── TASK MATERIAL

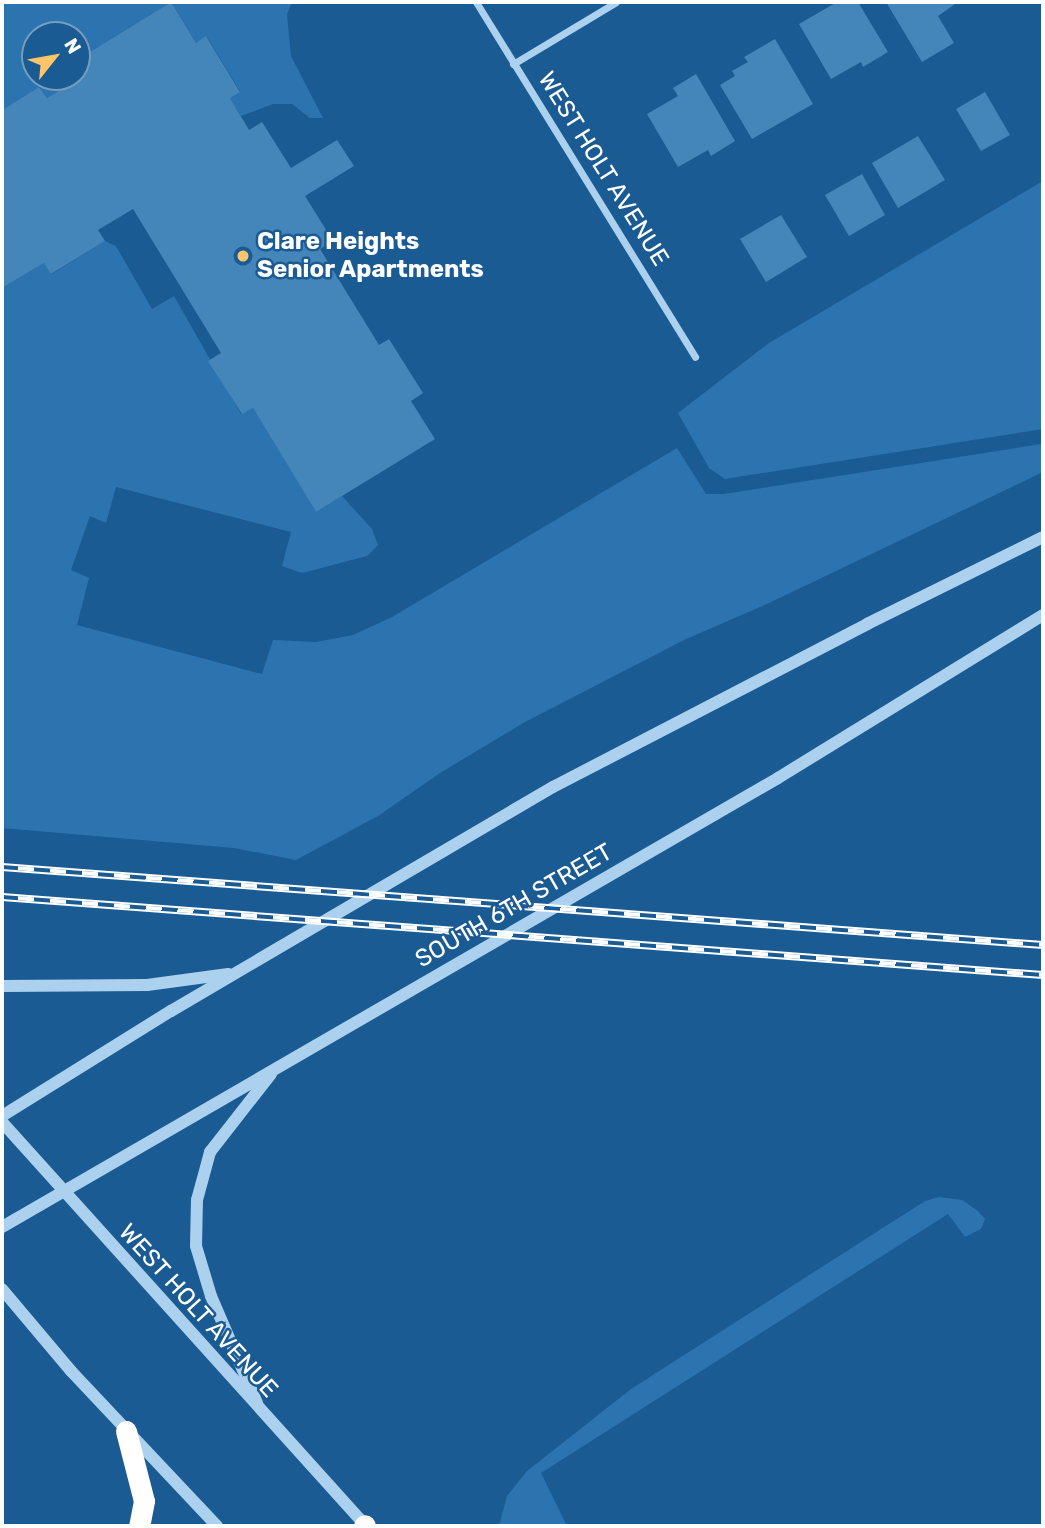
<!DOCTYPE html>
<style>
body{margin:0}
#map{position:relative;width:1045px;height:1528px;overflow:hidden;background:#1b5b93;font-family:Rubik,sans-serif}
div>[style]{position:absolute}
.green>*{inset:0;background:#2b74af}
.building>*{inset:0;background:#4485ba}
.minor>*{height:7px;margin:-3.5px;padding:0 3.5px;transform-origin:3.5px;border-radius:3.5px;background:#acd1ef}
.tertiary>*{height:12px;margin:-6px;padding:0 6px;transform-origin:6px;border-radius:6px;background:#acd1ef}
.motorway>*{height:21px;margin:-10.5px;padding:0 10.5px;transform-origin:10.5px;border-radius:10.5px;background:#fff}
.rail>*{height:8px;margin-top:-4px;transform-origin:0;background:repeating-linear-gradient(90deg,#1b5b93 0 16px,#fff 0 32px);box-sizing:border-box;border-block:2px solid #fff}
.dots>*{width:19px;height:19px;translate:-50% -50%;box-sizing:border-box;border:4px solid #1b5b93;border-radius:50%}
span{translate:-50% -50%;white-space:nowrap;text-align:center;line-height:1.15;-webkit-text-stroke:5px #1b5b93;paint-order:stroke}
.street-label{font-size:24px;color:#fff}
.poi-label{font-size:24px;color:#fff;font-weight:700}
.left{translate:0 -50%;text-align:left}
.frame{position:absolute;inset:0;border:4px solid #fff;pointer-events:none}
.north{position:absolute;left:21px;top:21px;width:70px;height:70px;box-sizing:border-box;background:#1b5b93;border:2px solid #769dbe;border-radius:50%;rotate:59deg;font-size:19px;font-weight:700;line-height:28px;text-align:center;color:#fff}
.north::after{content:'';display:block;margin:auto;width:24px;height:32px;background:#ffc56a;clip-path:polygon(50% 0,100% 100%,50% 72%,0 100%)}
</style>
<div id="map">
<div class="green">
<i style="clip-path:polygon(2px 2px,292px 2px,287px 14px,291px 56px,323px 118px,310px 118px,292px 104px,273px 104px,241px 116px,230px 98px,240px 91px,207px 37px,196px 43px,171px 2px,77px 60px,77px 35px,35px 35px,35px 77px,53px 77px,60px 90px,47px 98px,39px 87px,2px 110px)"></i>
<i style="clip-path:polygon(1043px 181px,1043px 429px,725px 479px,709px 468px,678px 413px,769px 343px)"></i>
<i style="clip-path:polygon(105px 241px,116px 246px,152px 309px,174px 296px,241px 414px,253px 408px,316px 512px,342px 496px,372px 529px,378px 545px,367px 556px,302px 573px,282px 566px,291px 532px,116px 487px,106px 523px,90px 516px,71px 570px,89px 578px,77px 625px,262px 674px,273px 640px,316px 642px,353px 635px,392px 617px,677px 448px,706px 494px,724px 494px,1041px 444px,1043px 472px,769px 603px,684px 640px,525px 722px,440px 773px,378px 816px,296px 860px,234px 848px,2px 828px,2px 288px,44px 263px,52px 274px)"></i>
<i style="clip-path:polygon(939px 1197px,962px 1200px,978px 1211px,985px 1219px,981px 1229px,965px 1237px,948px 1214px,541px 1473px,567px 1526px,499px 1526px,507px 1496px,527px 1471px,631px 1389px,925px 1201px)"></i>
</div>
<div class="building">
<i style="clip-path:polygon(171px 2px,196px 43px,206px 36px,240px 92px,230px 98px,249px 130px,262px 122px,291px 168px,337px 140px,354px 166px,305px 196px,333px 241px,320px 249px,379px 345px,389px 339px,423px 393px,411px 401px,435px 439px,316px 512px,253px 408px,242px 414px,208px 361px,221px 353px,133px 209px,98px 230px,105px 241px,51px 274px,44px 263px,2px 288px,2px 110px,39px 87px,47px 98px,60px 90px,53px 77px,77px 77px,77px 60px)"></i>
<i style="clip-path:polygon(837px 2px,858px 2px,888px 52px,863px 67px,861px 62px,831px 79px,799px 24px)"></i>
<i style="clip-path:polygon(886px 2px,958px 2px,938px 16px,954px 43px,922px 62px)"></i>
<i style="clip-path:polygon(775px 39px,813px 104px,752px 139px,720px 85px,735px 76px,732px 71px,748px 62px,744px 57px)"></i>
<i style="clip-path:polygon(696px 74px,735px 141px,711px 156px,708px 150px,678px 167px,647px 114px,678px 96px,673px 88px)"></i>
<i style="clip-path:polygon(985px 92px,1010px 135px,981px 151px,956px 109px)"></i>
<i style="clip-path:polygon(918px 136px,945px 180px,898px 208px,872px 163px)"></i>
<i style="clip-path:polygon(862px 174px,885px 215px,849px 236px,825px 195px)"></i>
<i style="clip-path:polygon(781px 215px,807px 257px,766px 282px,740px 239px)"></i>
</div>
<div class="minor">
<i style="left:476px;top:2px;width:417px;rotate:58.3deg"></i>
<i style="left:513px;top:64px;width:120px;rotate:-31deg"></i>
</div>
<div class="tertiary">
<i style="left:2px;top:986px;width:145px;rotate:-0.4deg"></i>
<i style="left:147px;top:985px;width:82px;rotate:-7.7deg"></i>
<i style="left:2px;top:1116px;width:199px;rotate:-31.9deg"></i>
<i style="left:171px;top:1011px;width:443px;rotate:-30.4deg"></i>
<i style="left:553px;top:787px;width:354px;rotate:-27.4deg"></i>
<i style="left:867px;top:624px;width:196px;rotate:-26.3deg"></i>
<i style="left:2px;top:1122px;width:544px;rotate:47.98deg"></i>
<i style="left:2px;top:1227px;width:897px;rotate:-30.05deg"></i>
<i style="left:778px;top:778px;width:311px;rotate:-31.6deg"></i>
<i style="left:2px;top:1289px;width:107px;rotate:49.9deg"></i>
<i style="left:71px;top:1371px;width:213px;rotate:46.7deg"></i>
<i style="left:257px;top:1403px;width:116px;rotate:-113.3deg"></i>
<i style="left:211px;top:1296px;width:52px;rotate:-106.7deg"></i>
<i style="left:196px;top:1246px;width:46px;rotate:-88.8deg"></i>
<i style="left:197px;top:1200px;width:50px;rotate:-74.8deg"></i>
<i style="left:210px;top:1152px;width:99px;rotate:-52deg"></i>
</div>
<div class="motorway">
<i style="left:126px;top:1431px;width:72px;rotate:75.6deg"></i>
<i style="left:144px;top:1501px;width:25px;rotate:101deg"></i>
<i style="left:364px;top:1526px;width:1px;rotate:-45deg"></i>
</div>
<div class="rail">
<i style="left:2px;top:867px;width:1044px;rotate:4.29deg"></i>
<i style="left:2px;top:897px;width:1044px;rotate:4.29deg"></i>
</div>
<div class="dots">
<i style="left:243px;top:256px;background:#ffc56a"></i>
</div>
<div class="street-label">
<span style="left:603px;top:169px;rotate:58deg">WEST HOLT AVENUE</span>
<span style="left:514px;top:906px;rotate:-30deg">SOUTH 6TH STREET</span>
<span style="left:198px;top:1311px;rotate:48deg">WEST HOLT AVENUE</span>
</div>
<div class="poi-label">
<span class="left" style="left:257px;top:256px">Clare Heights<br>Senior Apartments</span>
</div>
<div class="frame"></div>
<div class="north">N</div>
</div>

────
── TASK MATERIAL

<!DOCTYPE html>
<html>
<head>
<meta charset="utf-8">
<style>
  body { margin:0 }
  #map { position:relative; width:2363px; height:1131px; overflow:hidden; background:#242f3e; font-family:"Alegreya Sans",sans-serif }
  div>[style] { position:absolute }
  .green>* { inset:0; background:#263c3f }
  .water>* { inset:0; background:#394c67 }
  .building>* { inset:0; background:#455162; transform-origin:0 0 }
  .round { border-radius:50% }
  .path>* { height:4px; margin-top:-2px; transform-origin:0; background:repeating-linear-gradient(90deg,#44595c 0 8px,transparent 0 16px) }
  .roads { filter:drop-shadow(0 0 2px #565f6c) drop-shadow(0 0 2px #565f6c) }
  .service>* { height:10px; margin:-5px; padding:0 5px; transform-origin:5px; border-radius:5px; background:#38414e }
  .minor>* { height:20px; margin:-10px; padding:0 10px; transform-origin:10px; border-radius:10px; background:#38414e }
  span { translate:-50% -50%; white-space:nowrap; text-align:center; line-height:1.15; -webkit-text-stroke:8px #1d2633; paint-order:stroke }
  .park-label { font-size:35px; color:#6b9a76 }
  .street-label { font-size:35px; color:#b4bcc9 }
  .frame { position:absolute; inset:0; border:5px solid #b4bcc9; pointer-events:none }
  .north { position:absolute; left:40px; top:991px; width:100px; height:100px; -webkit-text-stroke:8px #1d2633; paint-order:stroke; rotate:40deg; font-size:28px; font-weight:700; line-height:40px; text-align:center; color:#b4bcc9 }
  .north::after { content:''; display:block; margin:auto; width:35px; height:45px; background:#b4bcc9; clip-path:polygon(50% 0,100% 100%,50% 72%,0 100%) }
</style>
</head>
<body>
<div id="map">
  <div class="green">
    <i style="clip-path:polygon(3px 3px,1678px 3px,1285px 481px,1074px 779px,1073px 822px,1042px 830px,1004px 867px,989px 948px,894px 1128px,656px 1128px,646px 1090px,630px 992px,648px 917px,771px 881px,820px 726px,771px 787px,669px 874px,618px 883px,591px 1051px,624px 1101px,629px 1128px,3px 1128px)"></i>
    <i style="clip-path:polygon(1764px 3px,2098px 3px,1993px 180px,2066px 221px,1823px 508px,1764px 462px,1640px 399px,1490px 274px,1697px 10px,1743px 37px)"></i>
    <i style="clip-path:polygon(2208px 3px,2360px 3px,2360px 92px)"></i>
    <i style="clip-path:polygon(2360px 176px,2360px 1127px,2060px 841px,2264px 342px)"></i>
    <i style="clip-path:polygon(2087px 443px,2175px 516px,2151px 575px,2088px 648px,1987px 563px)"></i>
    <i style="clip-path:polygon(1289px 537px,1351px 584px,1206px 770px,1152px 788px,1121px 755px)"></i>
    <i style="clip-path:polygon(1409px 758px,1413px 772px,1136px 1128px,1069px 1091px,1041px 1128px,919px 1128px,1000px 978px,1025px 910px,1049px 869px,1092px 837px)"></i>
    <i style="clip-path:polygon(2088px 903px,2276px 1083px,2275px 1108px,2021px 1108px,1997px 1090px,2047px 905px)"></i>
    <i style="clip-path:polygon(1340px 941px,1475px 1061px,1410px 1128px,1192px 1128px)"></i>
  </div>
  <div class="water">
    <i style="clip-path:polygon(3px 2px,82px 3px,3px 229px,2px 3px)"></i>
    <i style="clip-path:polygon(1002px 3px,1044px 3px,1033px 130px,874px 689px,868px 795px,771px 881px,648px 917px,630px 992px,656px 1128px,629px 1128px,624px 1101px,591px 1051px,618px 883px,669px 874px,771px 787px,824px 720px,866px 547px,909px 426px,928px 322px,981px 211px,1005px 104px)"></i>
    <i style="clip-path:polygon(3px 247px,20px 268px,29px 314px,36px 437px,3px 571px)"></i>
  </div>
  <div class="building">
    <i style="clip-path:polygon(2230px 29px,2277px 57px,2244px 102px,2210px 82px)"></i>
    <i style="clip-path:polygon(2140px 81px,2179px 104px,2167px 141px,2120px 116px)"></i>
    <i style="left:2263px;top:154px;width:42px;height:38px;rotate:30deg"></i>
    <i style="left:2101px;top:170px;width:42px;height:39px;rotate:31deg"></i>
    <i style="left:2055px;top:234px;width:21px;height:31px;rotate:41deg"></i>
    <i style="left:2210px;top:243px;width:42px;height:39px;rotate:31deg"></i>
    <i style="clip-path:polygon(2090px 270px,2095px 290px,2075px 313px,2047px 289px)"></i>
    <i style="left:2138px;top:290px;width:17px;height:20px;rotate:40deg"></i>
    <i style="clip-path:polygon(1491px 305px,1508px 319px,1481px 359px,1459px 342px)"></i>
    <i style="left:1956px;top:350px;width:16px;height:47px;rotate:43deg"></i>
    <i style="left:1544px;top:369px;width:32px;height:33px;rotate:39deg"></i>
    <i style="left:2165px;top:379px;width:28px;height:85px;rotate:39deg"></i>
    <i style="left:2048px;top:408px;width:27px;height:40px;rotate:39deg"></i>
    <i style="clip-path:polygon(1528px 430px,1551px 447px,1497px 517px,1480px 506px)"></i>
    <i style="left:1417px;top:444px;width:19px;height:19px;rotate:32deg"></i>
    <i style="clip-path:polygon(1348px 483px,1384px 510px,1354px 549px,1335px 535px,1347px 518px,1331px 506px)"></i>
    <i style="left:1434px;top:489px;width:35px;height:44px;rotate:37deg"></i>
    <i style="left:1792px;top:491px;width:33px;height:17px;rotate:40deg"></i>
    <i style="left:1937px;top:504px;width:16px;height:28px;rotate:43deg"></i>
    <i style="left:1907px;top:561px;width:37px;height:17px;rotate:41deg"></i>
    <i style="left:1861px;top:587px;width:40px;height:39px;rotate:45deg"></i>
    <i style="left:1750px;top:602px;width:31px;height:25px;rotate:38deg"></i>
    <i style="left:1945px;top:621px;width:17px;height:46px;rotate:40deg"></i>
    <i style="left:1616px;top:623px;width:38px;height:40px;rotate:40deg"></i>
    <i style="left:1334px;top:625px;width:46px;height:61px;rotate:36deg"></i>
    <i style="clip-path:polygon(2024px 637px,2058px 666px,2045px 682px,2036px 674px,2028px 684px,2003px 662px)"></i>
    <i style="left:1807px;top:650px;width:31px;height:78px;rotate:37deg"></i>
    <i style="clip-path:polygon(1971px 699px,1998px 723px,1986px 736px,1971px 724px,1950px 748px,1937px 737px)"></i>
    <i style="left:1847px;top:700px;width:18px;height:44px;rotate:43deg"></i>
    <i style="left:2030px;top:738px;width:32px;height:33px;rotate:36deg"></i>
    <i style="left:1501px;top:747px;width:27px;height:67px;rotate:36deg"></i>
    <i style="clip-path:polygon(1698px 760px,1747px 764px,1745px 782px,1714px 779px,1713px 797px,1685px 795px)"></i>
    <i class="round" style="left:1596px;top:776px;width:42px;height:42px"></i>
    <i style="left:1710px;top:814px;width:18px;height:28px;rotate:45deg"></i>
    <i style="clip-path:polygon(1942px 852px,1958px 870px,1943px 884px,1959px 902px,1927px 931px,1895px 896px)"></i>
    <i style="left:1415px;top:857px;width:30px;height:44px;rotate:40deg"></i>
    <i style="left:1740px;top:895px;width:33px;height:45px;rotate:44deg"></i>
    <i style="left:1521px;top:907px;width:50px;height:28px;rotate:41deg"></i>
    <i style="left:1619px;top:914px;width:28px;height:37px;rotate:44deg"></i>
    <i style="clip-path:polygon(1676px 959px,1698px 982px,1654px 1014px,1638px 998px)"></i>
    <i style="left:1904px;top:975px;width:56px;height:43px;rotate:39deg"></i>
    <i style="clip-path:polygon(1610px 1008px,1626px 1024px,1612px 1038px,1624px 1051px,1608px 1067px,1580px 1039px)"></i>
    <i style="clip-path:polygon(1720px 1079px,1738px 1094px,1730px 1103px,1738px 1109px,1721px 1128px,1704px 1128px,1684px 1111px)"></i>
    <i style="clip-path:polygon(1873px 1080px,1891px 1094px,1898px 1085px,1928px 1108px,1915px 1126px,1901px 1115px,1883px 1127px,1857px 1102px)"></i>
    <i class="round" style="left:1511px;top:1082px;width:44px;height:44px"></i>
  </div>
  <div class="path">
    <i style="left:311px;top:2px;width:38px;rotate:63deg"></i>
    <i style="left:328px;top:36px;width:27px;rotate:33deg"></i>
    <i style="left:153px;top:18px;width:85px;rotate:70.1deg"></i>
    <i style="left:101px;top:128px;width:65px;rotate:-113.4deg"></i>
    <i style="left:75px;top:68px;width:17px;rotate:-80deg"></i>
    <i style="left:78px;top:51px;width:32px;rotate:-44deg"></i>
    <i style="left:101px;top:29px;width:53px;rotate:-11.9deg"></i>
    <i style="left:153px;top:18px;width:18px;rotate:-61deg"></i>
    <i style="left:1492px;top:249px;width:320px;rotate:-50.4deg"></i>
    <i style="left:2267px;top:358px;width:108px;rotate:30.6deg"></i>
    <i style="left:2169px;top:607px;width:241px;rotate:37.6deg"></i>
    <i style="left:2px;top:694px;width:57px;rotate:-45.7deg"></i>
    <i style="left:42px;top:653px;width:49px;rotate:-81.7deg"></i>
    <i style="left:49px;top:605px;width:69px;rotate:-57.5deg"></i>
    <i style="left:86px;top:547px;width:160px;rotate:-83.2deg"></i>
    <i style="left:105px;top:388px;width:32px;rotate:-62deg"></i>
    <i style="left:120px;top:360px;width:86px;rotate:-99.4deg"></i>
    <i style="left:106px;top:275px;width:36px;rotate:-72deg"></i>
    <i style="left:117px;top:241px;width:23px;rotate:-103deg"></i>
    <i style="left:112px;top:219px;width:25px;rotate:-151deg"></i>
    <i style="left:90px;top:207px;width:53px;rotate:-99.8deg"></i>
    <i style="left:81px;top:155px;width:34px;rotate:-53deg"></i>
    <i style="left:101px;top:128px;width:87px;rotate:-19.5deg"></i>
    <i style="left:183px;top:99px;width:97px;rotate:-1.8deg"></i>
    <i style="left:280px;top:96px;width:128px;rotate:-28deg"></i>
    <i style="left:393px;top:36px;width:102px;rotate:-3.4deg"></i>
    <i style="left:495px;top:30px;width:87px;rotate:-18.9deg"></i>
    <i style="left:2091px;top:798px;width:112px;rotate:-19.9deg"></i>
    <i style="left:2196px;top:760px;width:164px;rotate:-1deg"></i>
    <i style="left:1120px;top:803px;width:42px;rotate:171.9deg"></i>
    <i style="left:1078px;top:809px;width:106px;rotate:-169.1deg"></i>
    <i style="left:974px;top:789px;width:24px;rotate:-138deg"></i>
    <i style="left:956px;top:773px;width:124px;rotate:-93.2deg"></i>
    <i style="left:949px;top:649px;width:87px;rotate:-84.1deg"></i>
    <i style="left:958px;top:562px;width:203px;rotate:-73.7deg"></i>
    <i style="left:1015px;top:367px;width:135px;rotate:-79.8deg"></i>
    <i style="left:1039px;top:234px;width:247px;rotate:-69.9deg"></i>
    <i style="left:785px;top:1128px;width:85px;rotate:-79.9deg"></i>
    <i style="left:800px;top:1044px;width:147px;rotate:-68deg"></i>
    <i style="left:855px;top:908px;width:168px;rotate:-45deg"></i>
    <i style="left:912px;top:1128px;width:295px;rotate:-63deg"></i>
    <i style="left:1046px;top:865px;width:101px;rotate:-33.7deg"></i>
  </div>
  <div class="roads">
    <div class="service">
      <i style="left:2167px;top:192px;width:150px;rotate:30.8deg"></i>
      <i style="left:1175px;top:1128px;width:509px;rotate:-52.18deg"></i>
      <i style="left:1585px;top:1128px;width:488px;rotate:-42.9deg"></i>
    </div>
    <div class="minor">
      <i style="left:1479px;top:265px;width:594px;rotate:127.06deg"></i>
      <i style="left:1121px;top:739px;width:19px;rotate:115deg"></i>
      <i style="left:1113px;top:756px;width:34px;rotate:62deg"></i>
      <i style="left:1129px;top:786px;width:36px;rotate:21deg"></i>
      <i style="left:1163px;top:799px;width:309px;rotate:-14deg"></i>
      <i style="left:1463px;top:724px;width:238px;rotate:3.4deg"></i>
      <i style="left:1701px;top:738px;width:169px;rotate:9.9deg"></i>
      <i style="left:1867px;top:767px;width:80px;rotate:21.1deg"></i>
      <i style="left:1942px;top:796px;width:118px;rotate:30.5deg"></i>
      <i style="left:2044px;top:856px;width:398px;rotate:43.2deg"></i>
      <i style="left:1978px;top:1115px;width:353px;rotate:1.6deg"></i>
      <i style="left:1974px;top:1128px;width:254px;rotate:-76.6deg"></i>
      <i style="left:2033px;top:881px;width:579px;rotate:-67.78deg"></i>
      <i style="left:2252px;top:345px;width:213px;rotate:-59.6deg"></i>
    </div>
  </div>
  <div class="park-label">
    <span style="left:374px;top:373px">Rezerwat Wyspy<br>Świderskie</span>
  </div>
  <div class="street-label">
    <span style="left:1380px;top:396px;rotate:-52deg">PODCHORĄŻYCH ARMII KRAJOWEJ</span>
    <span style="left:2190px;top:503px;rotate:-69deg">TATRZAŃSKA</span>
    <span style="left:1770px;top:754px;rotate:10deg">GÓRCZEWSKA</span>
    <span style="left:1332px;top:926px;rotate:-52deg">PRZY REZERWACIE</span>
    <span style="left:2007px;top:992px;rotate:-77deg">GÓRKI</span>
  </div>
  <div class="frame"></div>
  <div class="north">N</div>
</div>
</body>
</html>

────

WORK INSTRUCTIONS. Provide only the count of lines in the records above that hold the word "body".

TASK ANSWER. 4